• WHAT TO PRODUCE:
Please give nothing except the number of lines in the records below that include the word "Math".

• Dataset entries:
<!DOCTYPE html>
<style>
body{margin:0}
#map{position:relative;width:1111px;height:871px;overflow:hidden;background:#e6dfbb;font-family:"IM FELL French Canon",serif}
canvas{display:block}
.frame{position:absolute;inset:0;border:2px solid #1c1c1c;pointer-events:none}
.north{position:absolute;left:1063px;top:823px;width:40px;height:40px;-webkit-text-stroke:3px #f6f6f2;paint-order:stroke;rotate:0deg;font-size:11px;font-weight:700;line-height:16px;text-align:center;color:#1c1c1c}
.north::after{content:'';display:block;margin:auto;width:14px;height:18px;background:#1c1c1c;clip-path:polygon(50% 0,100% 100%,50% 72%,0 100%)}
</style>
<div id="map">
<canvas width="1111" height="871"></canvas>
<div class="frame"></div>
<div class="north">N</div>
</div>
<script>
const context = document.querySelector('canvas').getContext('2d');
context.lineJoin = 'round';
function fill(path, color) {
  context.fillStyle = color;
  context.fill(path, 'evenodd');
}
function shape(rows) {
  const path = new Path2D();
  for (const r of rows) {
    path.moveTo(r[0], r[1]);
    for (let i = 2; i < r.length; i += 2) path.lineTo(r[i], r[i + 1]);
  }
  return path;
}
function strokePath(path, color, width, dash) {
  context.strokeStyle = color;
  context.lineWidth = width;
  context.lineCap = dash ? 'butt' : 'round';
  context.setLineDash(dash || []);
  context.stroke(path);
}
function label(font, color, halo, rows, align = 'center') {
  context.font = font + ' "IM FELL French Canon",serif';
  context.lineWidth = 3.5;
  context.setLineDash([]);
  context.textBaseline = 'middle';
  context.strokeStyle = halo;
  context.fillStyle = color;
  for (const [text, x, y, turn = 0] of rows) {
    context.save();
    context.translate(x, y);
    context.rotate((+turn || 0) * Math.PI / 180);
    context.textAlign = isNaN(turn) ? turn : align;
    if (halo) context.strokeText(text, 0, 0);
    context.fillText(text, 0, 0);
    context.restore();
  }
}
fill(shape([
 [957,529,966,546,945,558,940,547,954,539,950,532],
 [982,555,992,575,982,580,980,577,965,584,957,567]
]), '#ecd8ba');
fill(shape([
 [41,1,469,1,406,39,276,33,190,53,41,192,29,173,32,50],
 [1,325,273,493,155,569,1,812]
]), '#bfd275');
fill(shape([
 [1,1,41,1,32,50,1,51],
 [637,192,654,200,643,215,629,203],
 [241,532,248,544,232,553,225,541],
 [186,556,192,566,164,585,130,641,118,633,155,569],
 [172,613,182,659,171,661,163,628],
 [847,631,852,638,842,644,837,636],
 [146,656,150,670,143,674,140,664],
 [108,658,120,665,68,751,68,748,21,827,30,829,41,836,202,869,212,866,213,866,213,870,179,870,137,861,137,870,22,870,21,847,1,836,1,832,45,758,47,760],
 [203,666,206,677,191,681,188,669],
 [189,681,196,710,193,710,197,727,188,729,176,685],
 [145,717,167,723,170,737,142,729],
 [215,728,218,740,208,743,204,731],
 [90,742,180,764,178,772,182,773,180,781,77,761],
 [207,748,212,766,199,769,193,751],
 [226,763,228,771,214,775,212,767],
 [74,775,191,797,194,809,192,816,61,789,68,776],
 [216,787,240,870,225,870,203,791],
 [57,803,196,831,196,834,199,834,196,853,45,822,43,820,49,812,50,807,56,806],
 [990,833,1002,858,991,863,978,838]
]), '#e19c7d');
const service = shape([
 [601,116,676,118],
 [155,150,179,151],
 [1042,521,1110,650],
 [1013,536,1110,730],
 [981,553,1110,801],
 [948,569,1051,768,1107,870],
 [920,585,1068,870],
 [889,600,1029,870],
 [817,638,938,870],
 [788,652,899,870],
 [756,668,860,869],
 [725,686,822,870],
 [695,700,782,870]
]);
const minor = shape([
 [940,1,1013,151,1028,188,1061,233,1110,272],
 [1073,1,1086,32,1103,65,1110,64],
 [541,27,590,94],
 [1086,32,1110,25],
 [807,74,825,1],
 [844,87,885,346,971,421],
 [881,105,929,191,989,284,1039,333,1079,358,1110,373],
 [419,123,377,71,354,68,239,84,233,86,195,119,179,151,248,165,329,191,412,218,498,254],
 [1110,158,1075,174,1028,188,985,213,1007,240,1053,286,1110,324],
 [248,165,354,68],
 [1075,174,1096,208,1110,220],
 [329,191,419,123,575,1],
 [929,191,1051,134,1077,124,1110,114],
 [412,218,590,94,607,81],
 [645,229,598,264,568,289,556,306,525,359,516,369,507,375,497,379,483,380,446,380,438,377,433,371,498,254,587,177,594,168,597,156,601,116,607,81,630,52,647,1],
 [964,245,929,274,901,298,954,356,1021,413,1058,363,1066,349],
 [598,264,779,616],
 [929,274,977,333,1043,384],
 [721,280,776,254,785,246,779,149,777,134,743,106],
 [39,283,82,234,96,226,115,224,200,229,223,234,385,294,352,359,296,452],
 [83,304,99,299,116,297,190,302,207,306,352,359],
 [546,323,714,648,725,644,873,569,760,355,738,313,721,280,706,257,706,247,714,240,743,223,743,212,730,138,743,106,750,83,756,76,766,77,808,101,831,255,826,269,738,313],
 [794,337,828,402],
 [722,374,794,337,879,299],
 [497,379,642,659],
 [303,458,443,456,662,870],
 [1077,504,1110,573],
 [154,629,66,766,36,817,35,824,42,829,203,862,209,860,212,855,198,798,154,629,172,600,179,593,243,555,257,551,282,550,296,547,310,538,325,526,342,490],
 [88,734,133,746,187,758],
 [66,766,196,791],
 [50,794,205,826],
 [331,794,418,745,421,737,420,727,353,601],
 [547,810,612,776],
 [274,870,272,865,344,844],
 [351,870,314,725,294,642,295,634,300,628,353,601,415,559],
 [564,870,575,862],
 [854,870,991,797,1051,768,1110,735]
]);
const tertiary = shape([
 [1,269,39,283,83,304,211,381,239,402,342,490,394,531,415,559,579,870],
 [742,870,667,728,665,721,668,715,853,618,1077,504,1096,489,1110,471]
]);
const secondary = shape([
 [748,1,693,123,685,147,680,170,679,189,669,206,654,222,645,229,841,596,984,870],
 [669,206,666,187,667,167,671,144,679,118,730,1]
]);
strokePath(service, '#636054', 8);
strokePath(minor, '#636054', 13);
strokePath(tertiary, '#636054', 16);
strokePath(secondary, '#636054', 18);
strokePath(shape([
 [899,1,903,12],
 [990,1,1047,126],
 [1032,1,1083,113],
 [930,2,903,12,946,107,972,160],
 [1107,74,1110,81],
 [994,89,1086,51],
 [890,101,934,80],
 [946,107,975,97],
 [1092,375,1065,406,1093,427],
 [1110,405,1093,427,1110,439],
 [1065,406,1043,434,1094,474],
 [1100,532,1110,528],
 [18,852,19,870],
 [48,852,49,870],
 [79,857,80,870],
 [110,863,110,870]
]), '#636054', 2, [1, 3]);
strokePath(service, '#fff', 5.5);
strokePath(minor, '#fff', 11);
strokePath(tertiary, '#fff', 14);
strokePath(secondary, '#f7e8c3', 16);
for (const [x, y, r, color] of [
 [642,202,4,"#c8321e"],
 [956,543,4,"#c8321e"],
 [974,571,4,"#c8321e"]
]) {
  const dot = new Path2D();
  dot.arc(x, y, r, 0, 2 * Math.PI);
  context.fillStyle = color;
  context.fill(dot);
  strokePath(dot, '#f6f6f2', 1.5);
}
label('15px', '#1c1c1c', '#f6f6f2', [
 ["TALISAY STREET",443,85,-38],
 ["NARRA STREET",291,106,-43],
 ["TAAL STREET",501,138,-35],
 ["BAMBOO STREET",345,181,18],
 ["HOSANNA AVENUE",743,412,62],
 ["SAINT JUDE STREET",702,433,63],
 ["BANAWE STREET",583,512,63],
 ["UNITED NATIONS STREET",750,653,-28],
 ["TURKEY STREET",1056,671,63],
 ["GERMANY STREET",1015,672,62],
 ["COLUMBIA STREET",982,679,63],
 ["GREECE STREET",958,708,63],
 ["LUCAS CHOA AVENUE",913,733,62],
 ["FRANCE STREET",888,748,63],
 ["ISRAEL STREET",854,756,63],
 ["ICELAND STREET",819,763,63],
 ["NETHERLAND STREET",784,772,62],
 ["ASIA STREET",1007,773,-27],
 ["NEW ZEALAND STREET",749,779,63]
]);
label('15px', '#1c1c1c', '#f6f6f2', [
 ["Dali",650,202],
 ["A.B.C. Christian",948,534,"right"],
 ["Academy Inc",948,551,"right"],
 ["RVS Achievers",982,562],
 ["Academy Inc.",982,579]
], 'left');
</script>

• REPLY:
2